Python Trouble with find_all() - python
I am attempting to scrape a site for for some data on an long list of items. Below is my code:
def find_info():
page = requests.get(URL)
soup = bs(page.content, 'html.parser')
soup2 = bs(soup.prettify(), "html.parser")
lists = soup2.find_all('div', class_="featured_item")
#with open('data.csv', 'w', encoding='utf8', newline='') as f:
# thewriter = writer(f)
# header = ['Rank', 'Number', 'Price'] #csv: comma separated values
# thewriter.writerow(header)
for list in lists:
stats = lists.find_all('div', class_="item_stats")
sale = lists.find('div', class_="sale")
rank = float(stats.select('.item_stats span')[0].text)
number = stats.select('.item_stats span')[1].text.strip().replace('#', '')
price = sale.select('span')[0].text.strip().replace('◎', '')
print(rank, number, price)
find_info()
I get the following error:
Traceback (most recent call last):
File "C:\Users\Cameron Lemon\source\repos\ScrapperGUI\module1.py", line 36, in <module>
find_info()
File "C:\Users\Cameron Lemon\source\repos\ScrapperGUI\module1.py", line 27, in
find_info
stats = lists.find_all('div', class_="item_stats")

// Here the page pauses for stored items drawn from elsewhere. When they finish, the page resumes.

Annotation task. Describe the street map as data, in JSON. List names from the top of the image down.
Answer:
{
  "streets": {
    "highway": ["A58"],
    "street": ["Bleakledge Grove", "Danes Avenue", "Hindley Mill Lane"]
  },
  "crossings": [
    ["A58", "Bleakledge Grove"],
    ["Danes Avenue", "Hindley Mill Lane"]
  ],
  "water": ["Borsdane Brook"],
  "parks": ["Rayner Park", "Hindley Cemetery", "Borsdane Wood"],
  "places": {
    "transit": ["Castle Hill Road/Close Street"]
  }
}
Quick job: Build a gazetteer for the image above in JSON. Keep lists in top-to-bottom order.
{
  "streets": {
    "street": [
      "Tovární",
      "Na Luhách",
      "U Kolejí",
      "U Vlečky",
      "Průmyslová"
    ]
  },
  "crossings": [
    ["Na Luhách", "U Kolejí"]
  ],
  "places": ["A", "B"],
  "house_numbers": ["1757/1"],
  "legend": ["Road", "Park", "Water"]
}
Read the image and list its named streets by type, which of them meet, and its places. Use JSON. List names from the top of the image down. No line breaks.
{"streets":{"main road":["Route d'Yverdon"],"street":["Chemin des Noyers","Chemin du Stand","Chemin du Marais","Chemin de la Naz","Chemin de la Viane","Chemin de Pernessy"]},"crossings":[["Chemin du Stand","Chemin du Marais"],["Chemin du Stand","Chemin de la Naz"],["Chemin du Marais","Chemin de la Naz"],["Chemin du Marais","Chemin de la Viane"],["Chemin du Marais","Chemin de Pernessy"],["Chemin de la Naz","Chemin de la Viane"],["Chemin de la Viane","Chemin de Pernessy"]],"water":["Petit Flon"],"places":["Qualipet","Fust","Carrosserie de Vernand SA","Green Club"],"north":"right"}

File "C:\Users\Cameron Lemon\AppData\Local\Programs\Python\Python310\lib\site-
packages\bs4\element.py", line 2253, in __getattr__
raise AttributeError(
AttributeError: ResultSet object has no attribute 'find_all'. You're probably treating a
list of elements like a single element. Did you call find_all() when you meant to call
find()?
Press any key to continue . . .
This code runs well, until I add the line for list in lists: and use find_all() instead of find(). I am very confused, because in the past I have coded to find data for the first item in the list successfully and then set a for loop and changed my find() to find_all(). Any advice is much appreciated. Thank you
Below is my lists variable, for two of the many items within it.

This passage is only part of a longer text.